I found New York to be the perfect intersection for all of these events and ideas coming together. However, underneath all this in the specter of addiction, which was probably as much of a problem then as it is now. That year the consequences of addiction caught up with Billie Holiday and saxophonist Lester Young. Previous to that, heroin and other substances played a part in the deaths of pianist Carl Perkins, trumpet player Fats Navarro, and the most famous example, saxophonist Charlie Parker. Other musicians like Miles Davis, John Coltrane, and Chet Baker would survive this period but always lived with the shadow of their addictions not too far behind. Although addictions to opioids remains a priority issue for health officials and politicians today, it was a problem easily swept under the rug during the 1950s. Back then, addiction was not a “disease,” but a weakness of character. The victim was assigned all the blame. There were very few places for an addict to go for help. Narcan was not even a glimmer in anyone’s eye and although Methadone existed, the clinics used to administer it were a decade away. The only “treatments” an addict could hope for was incarceration.
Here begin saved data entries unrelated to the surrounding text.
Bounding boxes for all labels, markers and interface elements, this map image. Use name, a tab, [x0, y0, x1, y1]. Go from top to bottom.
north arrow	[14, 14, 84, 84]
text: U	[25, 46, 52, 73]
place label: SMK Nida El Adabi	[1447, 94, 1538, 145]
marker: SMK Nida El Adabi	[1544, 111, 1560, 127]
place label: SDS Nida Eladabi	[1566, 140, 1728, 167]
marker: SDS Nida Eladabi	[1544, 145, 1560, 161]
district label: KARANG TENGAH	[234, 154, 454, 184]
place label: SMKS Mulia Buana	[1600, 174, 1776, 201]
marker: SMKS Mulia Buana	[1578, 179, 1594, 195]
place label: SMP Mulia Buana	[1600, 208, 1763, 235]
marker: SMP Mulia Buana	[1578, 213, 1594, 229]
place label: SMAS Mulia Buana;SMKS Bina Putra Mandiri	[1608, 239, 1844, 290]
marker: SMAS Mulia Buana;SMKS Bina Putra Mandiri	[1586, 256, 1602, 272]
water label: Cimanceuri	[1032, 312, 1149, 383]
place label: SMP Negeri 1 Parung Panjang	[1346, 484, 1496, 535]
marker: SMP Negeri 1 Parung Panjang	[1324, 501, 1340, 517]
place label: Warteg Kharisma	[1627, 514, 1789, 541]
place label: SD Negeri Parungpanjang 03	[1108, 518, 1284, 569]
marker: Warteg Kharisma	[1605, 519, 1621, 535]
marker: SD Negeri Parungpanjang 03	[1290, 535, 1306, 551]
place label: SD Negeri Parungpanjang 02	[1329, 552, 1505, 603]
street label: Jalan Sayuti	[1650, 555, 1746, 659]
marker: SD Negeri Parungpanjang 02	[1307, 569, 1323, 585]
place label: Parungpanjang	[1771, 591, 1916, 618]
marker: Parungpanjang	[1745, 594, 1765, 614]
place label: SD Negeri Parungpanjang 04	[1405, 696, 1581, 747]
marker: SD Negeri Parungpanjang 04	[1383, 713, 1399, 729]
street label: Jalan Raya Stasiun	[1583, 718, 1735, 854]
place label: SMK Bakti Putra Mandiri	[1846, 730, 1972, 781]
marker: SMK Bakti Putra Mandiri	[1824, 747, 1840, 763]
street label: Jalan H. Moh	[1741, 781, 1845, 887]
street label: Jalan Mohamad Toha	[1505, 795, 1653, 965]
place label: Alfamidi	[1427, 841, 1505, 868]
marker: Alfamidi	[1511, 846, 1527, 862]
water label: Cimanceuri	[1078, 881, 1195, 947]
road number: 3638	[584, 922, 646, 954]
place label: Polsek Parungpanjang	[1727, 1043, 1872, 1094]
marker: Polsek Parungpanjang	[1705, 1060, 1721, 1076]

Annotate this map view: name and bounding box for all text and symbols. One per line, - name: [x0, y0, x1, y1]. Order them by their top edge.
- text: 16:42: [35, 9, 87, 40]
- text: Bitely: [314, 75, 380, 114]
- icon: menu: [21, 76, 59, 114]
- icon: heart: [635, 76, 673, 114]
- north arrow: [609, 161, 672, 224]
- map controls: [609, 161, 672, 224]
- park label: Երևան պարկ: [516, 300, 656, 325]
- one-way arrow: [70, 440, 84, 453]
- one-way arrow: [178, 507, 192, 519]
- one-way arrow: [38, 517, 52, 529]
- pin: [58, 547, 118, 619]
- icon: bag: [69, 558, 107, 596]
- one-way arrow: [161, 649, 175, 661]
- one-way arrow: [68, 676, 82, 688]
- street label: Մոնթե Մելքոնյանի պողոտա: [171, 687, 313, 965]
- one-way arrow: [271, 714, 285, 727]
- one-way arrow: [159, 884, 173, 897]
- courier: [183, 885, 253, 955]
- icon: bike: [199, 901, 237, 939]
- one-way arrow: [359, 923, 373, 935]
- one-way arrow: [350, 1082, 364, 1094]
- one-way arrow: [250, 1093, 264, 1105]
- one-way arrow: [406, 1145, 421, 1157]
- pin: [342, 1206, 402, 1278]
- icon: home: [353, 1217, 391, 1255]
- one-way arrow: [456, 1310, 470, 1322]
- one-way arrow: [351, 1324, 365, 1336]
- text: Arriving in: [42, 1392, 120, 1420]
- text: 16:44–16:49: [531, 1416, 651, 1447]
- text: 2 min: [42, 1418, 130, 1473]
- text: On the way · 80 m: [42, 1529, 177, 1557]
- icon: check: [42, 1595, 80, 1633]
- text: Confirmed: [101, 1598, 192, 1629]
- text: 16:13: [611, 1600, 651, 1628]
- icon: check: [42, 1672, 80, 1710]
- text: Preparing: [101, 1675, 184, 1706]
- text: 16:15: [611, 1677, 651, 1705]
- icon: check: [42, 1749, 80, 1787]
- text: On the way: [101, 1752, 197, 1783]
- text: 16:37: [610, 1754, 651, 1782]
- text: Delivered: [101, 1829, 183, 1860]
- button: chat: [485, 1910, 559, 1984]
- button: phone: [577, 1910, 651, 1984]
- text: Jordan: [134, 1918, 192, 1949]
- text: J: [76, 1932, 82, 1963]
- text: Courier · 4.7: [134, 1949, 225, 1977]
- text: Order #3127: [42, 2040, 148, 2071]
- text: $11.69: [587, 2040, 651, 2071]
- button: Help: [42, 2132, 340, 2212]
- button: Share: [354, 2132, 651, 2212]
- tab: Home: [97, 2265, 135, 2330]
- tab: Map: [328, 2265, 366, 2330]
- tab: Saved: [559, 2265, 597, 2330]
For a musician, that meant a loss of work and possibly the only legal way that they would get money to help them cope with their hunger. For all of the warm nostalgia that the 1950s inspires in people, there was a cold comfort towards anyone who was perceived as “weak” or “different.” I find this “cold comfort” returning to our present political and social discourse. Today, ideas such as compassion and understanding are in short supply, particularly at a time when we need them most. On the other hand, this emotional distance could not compete with the changes that were taking place in the shadow of the 1950s. That’s where I like to think my play is taking people. Into the shadows of the 1950s.
History is something that we think we’re moving away from, when, in truth, we carry it with us, no matter if we choose to see it or not.